##### Provided data

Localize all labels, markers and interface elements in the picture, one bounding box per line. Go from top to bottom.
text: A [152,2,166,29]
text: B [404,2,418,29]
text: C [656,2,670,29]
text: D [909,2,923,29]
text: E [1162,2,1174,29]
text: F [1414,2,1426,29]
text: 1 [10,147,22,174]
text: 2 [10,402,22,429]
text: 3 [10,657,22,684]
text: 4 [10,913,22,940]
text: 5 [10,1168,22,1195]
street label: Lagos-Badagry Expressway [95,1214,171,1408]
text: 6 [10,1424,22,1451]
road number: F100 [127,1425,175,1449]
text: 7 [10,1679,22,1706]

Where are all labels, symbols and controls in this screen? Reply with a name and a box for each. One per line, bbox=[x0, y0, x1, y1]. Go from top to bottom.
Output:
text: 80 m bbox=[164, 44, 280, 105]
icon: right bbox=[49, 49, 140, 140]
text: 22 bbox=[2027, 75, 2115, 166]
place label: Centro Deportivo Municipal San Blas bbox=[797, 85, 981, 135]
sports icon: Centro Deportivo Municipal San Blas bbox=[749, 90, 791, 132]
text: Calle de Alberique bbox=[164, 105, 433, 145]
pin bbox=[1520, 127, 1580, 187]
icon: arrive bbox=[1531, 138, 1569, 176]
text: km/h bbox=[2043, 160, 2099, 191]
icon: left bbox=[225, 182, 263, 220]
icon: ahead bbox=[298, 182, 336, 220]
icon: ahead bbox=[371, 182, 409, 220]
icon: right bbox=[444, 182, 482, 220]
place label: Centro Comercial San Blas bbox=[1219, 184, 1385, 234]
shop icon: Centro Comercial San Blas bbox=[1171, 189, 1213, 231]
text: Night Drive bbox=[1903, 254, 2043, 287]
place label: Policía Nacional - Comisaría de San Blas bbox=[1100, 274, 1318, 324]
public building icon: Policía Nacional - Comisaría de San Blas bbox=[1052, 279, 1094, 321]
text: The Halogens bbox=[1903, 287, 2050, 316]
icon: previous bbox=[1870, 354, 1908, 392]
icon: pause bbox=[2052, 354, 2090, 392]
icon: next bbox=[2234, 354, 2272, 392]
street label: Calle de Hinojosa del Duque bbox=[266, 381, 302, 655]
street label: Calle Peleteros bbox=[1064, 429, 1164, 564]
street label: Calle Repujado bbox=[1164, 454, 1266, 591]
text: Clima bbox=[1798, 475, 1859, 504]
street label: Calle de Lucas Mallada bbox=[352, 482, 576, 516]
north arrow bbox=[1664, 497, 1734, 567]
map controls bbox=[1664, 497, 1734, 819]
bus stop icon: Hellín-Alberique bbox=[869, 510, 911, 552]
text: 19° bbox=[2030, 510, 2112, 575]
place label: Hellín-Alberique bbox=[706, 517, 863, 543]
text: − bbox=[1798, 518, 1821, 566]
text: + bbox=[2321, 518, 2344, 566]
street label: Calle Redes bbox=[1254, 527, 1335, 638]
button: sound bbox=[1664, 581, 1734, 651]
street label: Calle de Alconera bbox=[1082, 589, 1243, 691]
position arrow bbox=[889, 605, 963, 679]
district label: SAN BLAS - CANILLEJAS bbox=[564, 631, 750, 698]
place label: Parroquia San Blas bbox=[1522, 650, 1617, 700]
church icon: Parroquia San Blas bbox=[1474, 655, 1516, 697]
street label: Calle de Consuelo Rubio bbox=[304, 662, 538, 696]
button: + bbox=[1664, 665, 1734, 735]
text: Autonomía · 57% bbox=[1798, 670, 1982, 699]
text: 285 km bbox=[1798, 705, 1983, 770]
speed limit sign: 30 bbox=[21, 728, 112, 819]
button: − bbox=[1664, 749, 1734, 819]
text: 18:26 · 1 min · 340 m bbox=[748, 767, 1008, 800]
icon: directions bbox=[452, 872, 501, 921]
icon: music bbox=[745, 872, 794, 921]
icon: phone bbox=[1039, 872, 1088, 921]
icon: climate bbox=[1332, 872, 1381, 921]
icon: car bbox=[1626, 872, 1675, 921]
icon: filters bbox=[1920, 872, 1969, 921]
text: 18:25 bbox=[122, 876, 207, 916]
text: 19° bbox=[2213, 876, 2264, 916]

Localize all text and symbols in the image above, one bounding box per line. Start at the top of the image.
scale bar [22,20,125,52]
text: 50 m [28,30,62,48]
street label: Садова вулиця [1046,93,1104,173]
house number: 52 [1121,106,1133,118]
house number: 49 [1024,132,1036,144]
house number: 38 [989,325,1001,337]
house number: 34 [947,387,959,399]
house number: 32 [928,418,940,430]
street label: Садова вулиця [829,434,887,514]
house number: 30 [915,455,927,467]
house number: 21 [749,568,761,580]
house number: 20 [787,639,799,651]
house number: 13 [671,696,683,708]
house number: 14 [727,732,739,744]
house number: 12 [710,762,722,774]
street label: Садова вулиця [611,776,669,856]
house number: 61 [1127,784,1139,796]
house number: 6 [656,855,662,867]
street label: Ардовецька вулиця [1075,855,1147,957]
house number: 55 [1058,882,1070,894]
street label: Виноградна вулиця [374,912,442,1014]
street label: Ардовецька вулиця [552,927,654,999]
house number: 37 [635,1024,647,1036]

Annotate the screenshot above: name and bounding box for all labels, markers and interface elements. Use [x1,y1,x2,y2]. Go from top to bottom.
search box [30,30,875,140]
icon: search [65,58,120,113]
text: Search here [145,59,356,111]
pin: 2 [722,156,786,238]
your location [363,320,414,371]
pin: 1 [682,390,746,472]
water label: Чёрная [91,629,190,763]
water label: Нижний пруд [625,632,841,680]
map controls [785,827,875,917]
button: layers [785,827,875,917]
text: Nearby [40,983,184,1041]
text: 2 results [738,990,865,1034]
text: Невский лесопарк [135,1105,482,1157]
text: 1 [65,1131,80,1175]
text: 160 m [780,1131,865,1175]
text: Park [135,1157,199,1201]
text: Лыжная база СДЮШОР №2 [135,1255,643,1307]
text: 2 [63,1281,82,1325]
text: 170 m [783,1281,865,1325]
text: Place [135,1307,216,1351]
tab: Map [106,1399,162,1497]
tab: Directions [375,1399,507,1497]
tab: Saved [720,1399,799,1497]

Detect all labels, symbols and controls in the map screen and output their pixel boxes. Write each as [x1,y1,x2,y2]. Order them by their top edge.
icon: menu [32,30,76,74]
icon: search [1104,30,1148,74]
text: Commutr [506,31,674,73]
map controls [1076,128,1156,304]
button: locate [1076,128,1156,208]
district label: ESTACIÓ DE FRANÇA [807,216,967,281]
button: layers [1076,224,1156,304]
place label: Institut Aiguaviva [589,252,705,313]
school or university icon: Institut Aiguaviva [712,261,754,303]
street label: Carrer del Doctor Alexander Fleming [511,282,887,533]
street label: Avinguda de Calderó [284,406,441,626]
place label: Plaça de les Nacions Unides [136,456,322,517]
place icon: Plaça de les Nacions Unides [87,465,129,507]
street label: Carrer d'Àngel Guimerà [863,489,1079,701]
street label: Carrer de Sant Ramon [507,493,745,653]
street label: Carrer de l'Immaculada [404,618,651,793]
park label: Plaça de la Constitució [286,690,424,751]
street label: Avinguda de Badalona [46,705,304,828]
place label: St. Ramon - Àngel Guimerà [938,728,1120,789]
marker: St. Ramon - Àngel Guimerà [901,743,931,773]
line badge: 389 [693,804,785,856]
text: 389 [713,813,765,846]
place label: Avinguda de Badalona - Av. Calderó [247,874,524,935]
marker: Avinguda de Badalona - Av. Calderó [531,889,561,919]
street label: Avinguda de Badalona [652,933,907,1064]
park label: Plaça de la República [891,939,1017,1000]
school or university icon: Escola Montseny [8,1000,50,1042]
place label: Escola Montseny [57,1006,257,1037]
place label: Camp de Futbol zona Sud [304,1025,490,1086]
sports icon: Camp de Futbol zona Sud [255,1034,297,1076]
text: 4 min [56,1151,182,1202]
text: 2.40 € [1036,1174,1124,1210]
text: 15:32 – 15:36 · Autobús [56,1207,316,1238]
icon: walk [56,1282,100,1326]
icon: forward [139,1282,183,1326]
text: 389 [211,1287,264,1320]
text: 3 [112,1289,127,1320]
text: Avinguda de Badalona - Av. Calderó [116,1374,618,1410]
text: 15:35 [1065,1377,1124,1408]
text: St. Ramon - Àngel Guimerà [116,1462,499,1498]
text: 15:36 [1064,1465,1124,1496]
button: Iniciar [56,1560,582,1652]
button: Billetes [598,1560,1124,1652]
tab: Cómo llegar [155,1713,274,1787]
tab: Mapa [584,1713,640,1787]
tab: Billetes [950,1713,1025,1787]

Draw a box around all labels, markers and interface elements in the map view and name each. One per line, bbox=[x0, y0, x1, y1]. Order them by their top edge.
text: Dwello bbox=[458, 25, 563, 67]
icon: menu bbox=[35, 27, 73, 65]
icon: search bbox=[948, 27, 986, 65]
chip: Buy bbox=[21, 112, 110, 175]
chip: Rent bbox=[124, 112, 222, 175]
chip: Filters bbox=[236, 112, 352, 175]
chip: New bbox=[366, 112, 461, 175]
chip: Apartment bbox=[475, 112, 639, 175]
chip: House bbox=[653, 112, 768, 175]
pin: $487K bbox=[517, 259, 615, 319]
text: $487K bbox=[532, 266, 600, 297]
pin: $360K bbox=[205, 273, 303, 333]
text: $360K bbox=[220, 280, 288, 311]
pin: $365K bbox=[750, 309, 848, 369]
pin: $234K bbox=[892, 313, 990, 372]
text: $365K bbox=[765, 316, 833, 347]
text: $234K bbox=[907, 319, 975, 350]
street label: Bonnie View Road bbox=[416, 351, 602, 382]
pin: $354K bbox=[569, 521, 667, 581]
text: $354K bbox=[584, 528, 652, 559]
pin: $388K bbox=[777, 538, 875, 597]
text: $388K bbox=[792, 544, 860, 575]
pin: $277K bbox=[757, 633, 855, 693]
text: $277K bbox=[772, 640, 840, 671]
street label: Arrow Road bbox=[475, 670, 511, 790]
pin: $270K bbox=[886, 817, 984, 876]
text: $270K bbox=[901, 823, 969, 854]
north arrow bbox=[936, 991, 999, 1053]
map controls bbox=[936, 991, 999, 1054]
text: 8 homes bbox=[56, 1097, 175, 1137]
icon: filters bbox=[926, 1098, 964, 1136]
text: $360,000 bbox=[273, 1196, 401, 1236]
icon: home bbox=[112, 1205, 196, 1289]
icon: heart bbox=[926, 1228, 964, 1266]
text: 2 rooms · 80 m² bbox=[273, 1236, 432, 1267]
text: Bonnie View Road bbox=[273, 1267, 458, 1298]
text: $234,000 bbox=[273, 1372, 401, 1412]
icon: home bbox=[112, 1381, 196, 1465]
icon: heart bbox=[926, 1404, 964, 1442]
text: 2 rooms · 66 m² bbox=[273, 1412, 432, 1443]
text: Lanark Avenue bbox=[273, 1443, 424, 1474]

##########

** Task details **
A single number is expected: how many lines in the entries above hold the word "Institut".

** Result of this exercise **
2